TASK TO CARRY OUT:
Filter the records for "evenodd" and keep each line that has it.

INPUT RECORDS:
····················

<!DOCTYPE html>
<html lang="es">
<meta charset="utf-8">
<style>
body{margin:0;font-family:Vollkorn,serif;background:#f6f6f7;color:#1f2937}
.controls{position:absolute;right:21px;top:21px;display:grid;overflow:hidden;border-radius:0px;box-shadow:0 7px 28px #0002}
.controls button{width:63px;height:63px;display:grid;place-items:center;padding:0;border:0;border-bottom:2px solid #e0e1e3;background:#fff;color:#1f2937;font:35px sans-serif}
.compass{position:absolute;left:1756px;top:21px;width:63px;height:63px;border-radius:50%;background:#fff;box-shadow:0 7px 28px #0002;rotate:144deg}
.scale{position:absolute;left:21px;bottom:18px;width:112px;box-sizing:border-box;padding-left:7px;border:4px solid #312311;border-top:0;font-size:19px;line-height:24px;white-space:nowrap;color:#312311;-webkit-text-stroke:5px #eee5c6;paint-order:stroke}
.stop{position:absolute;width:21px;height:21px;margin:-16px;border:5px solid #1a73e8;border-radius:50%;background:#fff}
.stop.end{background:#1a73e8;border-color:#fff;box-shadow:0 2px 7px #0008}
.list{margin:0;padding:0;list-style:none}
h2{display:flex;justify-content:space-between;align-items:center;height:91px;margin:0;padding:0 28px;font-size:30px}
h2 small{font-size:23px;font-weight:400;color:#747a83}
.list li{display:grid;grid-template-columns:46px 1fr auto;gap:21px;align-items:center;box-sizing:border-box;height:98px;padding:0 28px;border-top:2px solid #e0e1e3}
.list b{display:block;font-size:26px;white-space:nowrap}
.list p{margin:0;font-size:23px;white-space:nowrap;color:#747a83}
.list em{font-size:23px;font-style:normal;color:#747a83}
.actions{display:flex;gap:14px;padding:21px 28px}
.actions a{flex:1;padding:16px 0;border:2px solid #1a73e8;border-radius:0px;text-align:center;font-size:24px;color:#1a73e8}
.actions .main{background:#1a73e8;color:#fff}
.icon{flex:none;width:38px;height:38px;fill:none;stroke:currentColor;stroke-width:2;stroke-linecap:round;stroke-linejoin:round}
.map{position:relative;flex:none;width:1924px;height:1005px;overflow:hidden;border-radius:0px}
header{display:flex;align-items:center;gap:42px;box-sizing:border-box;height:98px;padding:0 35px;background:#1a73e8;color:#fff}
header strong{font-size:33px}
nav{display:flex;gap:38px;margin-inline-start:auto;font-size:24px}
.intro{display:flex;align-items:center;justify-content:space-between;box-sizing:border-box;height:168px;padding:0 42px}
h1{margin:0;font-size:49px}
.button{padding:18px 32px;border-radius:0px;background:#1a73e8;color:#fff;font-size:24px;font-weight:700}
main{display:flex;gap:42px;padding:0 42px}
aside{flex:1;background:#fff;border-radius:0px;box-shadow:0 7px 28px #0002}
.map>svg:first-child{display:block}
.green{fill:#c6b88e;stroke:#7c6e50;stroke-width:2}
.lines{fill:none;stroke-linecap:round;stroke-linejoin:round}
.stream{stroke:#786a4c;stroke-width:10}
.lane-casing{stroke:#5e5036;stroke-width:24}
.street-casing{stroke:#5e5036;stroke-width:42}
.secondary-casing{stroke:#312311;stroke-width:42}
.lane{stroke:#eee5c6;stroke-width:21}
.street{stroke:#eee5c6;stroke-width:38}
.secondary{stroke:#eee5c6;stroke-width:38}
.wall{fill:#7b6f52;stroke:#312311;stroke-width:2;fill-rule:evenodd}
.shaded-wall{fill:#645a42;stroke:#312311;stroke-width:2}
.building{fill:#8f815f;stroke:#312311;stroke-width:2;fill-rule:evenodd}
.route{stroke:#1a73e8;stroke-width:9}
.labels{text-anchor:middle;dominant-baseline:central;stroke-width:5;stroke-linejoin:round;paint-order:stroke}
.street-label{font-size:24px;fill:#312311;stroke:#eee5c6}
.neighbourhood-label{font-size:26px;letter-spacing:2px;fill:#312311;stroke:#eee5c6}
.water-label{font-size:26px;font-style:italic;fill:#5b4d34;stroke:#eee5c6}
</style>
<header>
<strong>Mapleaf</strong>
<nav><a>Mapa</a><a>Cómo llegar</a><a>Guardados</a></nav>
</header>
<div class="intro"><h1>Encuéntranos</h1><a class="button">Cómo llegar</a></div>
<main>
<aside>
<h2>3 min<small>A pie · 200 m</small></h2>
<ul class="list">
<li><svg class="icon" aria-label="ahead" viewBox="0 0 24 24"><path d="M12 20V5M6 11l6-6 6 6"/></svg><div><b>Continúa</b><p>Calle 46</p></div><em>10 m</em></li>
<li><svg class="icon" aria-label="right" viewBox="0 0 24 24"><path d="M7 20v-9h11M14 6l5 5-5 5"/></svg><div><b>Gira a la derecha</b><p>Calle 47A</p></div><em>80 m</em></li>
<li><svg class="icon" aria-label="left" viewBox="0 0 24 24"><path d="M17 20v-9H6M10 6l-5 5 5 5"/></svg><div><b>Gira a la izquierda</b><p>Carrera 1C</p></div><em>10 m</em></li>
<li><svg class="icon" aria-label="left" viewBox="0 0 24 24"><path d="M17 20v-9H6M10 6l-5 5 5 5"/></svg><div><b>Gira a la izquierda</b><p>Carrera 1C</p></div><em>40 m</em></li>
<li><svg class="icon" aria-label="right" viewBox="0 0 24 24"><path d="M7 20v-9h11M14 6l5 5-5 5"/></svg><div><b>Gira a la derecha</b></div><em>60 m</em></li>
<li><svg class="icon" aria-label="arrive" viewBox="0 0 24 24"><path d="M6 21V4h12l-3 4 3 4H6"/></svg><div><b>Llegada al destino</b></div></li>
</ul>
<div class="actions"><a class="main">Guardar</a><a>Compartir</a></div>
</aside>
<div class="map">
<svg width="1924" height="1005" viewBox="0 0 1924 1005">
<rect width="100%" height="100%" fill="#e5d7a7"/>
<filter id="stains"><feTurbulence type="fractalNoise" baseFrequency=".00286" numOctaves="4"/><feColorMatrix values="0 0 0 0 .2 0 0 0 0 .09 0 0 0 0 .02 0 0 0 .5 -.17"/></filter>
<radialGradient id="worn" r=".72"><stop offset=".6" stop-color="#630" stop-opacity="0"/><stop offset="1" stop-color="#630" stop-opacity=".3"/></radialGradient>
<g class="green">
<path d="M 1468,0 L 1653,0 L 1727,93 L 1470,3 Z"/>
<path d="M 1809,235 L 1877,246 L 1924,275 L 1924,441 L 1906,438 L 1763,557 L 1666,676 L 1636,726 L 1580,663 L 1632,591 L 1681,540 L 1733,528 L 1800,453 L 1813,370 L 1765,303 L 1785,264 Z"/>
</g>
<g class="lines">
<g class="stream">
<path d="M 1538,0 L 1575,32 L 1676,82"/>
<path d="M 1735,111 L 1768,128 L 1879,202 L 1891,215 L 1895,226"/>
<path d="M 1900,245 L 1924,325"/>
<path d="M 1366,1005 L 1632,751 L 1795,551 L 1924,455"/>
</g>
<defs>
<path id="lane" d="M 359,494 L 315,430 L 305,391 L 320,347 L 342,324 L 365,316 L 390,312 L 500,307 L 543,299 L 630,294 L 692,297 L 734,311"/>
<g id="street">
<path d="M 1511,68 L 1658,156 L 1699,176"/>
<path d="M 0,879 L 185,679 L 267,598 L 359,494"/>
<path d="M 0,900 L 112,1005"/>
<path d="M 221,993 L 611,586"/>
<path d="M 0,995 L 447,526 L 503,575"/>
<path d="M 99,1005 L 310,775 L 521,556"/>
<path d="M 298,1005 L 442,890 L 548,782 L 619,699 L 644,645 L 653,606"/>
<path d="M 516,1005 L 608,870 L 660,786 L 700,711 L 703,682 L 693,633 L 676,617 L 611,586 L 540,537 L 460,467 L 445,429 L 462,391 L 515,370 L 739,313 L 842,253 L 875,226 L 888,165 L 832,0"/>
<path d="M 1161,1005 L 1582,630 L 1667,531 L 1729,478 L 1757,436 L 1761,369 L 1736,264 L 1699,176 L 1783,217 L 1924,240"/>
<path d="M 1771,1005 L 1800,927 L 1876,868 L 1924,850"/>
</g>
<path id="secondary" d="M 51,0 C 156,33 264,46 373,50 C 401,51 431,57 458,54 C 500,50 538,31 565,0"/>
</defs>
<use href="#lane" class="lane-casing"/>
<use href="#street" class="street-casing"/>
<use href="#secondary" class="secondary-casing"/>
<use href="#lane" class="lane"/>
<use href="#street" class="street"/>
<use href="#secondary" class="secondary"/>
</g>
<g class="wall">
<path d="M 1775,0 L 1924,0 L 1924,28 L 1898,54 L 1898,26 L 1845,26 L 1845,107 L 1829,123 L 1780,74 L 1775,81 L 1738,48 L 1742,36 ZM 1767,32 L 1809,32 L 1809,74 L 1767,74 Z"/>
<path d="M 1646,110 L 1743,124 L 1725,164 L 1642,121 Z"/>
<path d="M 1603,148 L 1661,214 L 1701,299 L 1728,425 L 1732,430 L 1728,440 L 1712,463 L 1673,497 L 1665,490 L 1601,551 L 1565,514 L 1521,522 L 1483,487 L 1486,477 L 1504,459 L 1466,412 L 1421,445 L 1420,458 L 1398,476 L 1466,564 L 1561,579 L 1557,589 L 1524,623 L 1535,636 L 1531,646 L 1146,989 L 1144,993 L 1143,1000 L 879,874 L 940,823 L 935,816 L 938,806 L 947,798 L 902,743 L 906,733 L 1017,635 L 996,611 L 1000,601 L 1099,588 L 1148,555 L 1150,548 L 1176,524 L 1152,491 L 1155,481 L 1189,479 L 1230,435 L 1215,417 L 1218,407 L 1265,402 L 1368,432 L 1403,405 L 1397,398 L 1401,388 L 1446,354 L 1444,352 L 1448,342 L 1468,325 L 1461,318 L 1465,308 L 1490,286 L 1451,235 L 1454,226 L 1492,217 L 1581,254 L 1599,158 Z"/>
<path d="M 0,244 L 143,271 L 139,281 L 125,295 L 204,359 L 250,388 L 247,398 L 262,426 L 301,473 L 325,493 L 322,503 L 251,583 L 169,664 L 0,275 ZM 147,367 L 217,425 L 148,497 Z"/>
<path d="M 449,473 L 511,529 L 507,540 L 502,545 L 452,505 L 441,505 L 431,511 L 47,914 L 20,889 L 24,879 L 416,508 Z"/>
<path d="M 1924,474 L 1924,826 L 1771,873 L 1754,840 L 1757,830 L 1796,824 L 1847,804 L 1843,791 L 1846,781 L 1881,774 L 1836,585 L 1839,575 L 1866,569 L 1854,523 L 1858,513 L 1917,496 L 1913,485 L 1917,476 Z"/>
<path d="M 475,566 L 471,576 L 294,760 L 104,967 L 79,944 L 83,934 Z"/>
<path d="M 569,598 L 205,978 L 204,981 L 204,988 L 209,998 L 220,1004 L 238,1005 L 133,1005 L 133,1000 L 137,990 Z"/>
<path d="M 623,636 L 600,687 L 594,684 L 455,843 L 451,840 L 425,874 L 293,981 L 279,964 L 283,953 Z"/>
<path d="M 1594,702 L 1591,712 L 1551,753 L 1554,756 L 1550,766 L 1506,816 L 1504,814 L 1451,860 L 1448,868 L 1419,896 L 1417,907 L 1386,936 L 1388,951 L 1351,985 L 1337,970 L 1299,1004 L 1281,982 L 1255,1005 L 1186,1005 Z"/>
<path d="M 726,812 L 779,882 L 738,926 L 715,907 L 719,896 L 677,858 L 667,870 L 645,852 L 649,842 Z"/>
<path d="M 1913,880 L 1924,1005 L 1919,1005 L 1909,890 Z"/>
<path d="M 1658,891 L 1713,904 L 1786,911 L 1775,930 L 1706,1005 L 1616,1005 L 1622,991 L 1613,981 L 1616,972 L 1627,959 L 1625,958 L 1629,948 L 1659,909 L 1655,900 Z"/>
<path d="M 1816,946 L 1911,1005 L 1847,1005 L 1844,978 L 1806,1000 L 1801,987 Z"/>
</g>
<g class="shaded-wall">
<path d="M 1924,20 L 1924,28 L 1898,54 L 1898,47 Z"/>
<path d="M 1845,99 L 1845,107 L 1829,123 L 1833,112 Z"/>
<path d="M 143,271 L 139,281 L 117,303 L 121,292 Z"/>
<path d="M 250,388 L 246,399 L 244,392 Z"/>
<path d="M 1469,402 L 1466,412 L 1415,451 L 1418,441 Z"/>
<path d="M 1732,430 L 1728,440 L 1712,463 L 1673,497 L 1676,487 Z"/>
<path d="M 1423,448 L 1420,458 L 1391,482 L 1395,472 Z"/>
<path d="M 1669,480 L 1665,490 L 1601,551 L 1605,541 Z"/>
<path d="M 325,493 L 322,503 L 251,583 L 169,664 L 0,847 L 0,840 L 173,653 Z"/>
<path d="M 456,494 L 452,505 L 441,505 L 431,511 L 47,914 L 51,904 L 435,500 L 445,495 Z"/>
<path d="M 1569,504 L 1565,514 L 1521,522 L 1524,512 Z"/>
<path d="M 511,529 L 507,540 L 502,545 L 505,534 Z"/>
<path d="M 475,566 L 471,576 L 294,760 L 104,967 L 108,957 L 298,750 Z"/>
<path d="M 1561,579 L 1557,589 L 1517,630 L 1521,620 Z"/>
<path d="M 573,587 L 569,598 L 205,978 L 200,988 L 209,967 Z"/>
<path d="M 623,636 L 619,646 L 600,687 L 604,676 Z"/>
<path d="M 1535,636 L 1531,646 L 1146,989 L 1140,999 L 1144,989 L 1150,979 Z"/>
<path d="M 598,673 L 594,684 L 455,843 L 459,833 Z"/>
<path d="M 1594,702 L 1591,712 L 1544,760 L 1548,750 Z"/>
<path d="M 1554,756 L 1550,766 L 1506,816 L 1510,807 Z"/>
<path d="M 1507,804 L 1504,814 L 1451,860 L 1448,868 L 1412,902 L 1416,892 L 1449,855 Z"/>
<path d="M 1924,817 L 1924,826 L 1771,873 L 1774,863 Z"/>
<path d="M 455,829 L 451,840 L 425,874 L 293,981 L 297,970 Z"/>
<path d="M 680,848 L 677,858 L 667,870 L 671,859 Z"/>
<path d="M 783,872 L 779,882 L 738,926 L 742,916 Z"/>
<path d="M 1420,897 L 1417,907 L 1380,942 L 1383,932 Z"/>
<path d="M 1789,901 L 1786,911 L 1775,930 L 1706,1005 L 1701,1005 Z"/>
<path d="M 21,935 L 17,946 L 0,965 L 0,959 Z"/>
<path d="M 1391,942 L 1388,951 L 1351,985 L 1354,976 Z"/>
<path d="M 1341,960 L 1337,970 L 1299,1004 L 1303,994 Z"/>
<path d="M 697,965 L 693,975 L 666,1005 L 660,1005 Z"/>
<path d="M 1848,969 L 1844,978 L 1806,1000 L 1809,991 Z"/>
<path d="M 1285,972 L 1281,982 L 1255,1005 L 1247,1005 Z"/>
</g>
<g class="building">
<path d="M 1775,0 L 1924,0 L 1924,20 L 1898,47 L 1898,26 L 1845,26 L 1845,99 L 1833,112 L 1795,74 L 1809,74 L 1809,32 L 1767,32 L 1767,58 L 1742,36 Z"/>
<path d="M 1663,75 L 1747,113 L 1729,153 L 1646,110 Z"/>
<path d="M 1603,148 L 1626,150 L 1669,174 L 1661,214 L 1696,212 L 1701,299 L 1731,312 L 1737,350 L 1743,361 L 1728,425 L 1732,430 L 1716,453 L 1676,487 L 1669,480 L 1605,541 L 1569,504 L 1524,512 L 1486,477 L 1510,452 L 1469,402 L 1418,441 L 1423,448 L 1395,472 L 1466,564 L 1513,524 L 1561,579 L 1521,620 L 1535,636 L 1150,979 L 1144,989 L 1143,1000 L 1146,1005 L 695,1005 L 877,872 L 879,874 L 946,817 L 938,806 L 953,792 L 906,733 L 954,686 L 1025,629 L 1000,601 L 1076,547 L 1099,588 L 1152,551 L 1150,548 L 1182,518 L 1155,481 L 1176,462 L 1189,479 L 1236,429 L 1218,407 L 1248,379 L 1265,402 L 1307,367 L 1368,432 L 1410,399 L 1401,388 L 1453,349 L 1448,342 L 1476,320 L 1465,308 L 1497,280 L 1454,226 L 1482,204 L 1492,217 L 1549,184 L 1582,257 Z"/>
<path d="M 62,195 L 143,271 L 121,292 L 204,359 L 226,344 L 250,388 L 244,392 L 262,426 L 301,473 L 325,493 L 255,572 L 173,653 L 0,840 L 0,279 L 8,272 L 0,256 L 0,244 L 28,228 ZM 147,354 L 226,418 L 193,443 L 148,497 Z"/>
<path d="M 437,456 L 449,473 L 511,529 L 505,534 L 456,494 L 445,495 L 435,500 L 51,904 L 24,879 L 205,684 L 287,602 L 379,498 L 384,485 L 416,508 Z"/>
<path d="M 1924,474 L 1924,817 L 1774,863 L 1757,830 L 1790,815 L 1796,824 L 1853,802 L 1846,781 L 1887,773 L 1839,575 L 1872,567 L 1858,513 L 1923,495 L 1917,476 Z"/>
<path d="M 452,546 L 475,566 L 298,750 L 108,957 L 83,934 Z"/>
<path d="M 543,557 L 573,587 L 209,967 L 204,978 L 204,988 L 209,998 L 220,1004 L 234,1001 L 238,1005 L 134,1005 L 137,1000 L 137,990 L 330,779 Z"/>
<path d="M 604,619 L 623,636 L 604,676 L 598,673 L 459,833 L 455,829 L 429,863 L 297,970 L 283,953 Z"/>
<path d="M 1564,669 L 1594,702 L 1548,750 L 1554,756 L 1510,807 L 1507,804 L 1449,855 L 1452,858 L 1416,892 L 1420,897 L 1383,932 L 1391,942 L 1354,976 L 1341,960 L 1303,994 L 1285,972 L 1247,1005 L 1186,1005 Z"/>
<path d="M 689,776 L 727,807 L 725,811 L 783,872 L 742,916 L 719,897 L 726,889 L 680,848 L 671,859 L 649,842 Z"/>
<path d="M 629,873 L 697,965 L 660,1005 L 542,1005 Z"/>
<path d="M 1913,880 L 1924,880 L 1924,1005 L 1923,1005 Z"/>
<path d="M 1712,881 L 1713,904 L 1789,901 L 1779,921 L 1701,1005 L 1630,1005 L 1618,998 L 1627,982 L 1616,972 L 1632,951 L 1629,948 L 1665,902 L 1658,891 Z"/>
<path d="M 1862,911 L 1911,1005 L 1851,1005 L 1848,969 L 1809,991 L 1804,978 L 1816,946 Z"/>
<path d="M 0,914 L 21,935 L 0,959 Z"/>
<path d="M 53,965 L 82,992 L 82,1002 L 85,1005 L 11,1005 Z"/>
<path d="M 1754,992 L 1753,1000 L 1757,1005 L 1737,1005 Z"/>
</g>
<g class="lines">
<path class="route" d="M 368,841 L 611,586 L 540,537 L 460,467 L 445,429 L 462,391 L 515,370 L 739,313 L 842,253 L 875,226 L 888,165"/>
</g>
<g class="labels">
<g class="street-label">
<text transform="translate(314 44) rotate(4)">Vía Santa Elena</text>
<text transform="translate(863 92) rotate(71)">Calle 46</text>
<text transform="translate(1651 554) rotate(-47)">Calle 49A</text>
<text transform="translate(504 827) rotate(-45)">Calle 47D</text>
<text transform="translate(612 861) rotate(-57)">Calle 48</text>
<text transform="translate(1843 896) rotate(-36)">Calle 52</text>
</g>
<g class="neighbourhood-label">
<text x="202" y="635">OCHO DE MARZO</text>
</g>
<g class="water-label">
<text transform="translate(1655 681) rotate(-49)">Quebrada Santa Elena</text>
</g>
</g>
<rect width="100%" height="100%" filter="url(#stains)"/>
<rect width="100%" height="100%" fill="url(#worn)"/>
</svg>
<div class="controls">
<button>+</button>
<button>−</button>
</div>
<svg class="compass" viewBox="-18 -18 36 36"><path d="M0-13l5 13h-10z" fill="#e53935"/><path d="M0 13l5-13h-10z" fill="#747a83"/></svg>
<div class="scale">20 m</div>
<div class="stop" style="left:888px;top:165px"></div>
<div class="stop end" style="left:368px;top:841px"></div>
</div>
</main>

····················

ANSWER BOX:
.wall{fill:#7b6f52;stroke:#312311;stroke-width:2;fill-rule:evenodd}
.building{fill:#8f815f;stroke:#312311;stroke-width:2;fill-rule:evenodd}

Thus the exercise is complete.